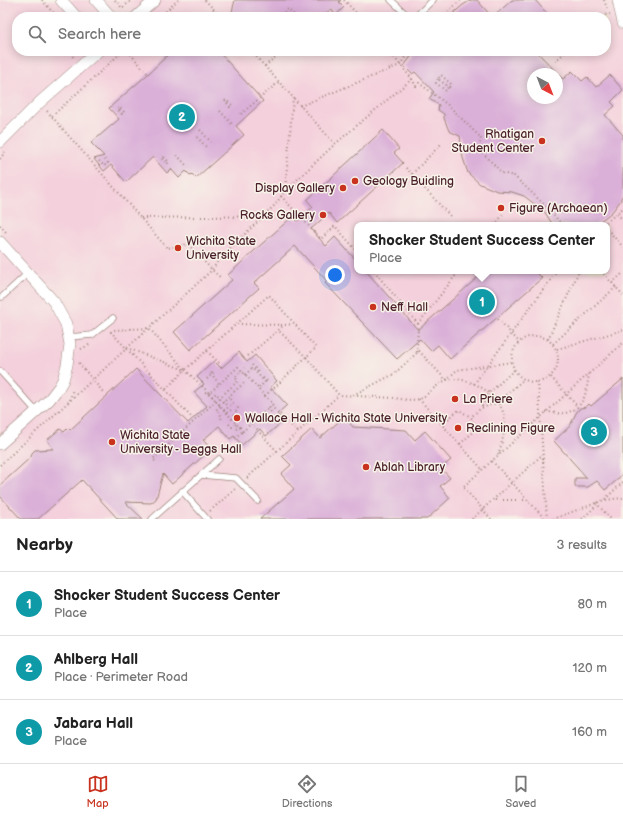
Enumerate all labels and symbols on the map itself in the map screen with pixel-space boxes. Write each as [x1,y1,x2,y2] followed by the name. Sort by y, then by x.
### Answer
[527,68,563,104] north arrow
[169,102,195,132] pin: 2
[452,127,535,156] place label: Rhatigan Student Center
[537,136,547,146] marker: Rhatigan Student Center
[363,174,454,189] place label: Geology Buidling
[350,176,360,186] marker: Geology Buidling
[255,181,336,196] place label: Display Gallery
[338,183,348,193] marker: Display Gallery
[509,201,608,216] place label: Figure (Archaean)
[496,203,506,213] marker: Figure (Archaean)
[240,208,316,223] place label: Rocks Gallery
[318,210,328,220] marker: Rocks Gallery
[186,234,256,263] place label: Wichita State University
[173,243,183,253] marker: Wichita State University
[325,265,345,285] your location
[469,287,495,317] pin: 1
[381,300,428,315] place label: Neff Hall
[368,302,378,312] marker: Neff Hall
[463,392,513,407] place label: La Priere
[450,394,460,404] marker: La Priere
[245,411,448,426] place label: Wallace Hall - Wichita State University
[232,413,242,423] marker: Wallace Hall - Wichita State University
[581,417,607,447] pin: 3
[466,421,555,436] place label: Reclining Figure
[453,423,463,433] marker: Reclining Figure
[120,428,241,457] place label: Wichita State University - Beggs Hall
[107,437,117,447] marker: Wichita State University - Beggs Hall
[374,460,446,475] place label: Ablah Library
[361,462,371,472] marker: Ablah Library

--------------------

● **EXERCISE OBJECTIVE**: What is needed is the listing above, repeated verbatim, without its images.

● **OUTPUT**:
Enumerate all labels and symbols on the map itself in the map screen with pixel-space boxes. Write each as [x1,y1,x2,y2] followed by the name. Sort by y, then by x.
### Answer
[527,68,563,104] north arrow
[169,102,195,132] pin: 2
[452,127,535,156] place label: Rhatigan Student Center
[537,136,547,146] marker: Rhatigan Student Center
[363,174,454,189] place label: Geology Buidling
[350,176,360,186] marker: Geology Buidling
[255,181,336,196] place label: Display Gallery
[338,183,348,193] marker: Display Gallery
[509,201,608,216] place label: Figure (Archaean)
[496,203,506,213] marker: Figure (Archaean)
[240,208,316,223] place label: Rocks Gallery
[318,210,328,220] marker: Rocks Gallery
[186,234,256,263] place label: Wichita State University
[173,243,183,253] marker: Wichita State University
[325,265,345,285] your location
[469,287,495,317] pin: 1
[381,300,428,315] place label: Neff Hall
[368,302,378,312] marker: Neff Hall
[463,392,513,407] place label: La Priere
[450,394,460,404] marker: La Priere
[245,411,448,426] place label: Wallace Hall - Wichita State University
[232,413,242,423] marker: Wallace Hall - Wichita State University
[581,417,607,447] pin: 3
[466,421,555,436] place label: Reclining Figure
[453,423,463,433] marker: Reclining Figure
[120,428,241,457] place label: Wichita State University - Beggs Hall
[107,437,117,447] marker: Wichita State University - Beggs Hall
[374,460,446,475] place label: Ablah Library
[361,462,371,472] marker: Ablah Library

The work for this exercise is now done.